Ensuring the positive definiteness and avoiding ill conditioning of the Hessian update in the stochastic BroydenFletcher-Goldfarb-Shanno (BFGS) method are significant in solving nonconvex problems. This article proposes a novel stochastic version of a damped and regularized BFGS method for addressing the above problems. While the proposed regularized strategy helps to prevent the BFGS matrix from being close to singularity, the new damped parameter further ensures the positivity of the product of correction pairs. To alleviate the computational cost of the stochastic limited memory BFGS (LBFGS) updates and to improve its robustness, the curvature information is updated using the averaged iterate at spaced intervals. The effectiveness of the proposed method is evaluated through the logistic regression and Bayesian logistic regression problems in machine learning. Numerical experiments are conducted by using both synthetic data set and several real data sets. The results show that the proposed method generally outperforms the stochastic damped LBFGS (SdLBFGS) method. In particular, for problems with small sample sizes, our method has shown superior performance and is capable of mitigating ill-conditioned problems. Furthermore, our method is more robust to the variations of the batch size and memory size than the SdLBFGS method.

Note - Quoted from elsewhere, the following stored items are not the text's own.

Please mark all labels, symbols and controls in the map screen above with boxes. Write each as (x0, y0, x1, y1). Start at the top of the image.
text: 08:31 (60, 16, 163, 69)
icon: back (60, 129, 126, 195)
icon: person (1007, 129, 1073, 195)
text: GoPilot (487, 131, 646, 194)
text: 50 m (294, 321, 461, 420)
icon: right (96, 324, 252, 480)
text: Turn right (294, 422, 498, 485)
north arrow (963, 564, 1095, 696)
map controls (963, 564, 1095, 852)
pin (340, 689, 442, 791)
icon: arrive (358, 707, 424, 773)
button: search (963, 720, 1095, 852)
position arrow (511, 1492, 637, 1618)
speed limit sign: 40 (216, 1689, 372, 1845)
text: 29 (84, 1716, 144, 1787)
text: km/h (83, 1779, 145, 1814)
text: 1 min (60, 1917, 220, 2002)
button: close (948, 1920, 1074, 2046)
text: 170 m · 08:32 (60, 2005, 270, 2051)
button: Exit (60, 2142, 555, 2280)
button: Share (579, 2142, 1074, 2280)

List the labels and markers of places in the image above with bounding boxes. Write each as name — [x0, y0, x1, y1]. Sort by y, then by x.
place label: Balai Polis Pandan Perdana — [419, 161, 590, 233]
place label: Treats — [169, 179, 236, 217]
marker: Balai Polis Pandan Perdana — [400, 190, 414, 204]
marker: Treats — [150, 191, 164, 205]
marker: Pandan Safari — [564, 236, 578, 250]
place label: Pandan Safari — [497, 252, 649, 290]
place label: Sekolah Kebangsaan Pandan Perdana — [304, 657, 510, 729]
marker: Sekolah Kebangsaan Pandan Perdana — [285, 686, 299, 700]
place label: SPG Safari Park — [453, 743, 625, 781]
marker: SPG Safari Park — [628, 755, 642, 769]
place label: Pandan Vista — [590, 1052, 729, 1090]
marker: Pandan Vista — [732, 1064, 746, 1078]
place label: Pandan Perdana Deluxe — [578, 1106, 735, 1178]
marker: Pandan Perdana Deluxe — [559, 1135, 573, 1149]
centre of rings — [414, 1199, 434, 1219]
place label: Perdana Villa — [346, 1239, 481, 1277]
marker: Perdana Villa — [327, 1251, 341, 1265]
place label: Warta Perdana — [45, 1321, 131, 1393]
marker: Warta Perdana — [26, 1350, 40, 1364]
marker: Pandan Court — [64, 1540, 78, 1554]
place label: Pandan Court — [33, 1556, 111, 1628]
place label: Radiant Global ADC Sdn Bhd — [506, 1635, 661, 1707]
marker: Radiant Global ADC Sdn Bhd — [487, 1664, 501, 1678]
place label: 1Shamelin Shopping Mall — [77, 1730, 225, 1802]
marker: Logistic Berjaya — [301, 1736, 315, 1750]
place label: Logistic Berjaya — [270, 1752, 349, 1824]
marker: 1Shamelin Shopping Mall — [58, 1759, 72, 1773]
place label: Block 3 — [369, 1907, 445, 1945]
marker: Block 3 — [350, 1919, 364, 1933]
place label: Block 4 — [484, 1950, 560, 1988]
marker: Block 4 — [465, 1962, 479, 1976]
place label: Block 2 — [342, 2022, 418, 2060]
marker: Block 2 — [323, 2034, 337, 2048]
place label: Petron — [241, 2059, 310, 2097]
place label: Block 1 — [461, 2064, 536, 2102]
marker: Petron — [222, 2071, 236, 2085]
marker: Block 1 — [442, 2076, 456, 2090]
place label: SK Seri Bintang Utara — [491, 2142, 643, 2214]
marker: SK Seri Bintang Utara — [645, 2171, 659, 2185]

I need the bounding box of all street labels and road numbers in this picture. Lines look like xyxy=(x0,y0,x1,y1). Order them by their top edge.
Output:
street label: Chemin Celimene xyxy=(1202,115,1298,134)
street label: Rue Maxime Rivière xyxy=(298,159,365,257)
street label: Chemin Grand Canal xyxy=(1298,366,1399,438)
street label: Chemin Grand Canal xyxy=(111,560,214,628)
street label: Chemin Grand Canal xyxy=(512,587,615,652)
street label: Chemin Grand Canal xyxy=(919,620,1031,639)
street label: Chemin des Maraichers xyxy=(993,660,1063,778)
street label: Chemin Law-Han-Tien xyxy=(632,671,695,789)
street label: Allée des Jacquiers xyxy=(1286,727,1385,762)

机译:确保积极的明确度和避免随机泡沫泡沫 - 古霉法(BFGS)方法中Hessian更新的病态在解决非渗透问题方面是显着的。本文提出了一种用于解决上述问题的阻尼和正规化的BFGS方法的新型随机版本。虽然所提出的正规策略有助于防止BFGS矩阵接近奇异性,但是新的阻尼参数进一步确保了校正对产品的积极性。为了减轻随机有限内存BFG(LBFGS)更新的计算成本并改善其稳健性,使用平均迭代以间隔间隔更新曲率信息。通过机器学习中的逻辑回归和贝叶斯逻辑回归问题评估所提出的方法的有效性。通过使用合成数据集和几种真实数据集进行数值实验。结果表明,该方法通常优于随机阻尼LBFG(SDLBFGS)方法。特别是对于采样尺寸小的问题,我们的方法表现出卓越的性能,并且能够减轻病态问题。此外,我们的方法对于比SDLBFGS方法的批量尺寸和存储器大小的变化更加稳健。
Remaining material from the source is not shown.